Our study has some shortcomings. As an observational retrospective cohort study, unobserved confounding may have impacted our estimates. For instance, as with other studies,37 we did not account for disease severity at the time or after culture results (eg, Pitt’s bacteraemia score44 or septic shock) due data limitations, which could affect our findings. To mitigate bias, we used IPW methods and adjusted for baseline risk factors associated with IEAT using the best available data. Additionally, our findings could have been impacted by the COVID-19 pandemic, yet we did not have detailed data on COVID-19 infections. Despite the large sample size, caution should be exercised in interpreting subgroup analyses due to potential limitations in statistical power, particularly for pathogen-specific data. Furthermore, associations between IEAT-ARB and health outcomes could be due to bacterial virulence or residual confounding associated with patient severity, which we could not further explore due to data constraints. Finally, variations in antibiotic prescribing practices and pathogen profiles across the three hospitals may affect the generalisability of our findings. We partially address this limitation by controlling for hospital-specific characteristics and hospitals from different regions in Chile. These factors may affect the interpretation and generalisability of our study findings.
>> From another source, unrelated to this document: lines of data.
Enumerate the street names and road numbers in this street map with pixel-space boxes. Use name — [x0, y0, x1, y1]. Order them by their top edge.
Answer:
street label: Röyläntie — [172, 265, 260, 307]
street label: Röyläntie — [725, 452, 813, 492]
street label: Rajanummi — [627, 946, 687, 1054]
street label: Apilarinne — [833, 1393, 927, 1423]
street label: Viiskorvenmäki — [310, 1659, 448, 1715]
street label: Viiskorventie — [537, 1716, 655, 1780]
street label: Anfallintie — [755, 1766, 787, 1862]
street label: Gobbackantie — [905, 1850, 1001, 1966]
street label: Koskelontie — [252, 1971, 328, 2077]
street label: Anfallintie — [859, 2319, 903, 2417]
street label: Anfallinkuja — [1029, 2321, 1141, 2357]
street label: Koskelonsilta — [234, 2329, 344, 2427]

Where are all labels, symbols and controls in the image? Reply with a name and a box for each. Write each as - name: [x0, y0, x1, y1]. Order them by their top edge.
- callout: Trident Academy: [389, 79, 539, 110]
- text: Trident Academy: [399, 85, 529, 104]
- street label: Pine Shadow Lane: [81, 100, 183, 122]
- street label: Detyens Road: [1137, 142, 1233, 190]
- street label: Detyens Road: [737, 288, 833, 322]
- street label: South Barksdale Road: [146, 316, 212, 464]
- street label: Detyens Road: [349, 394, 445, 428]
We emphasise the crucial role of prompt diagnosis and ensuring that patients receive the adequate treatment at the optimal time. Rigorous implementations of antimicrobial stewardship programmes, coupled with improved surveillance incorporating molecular diagnostic testing, may significantly contribute to the accurate and timely dispensing of empirical antimicrobial agents. Identifying potential risk determinants for ARB could enhance appropriate empirical antibiotic therapy selection in patients likely to have ARB BSIs.45 The integration of these features can potentially improve BSI patient outcomes while concurrently reducing economic costs.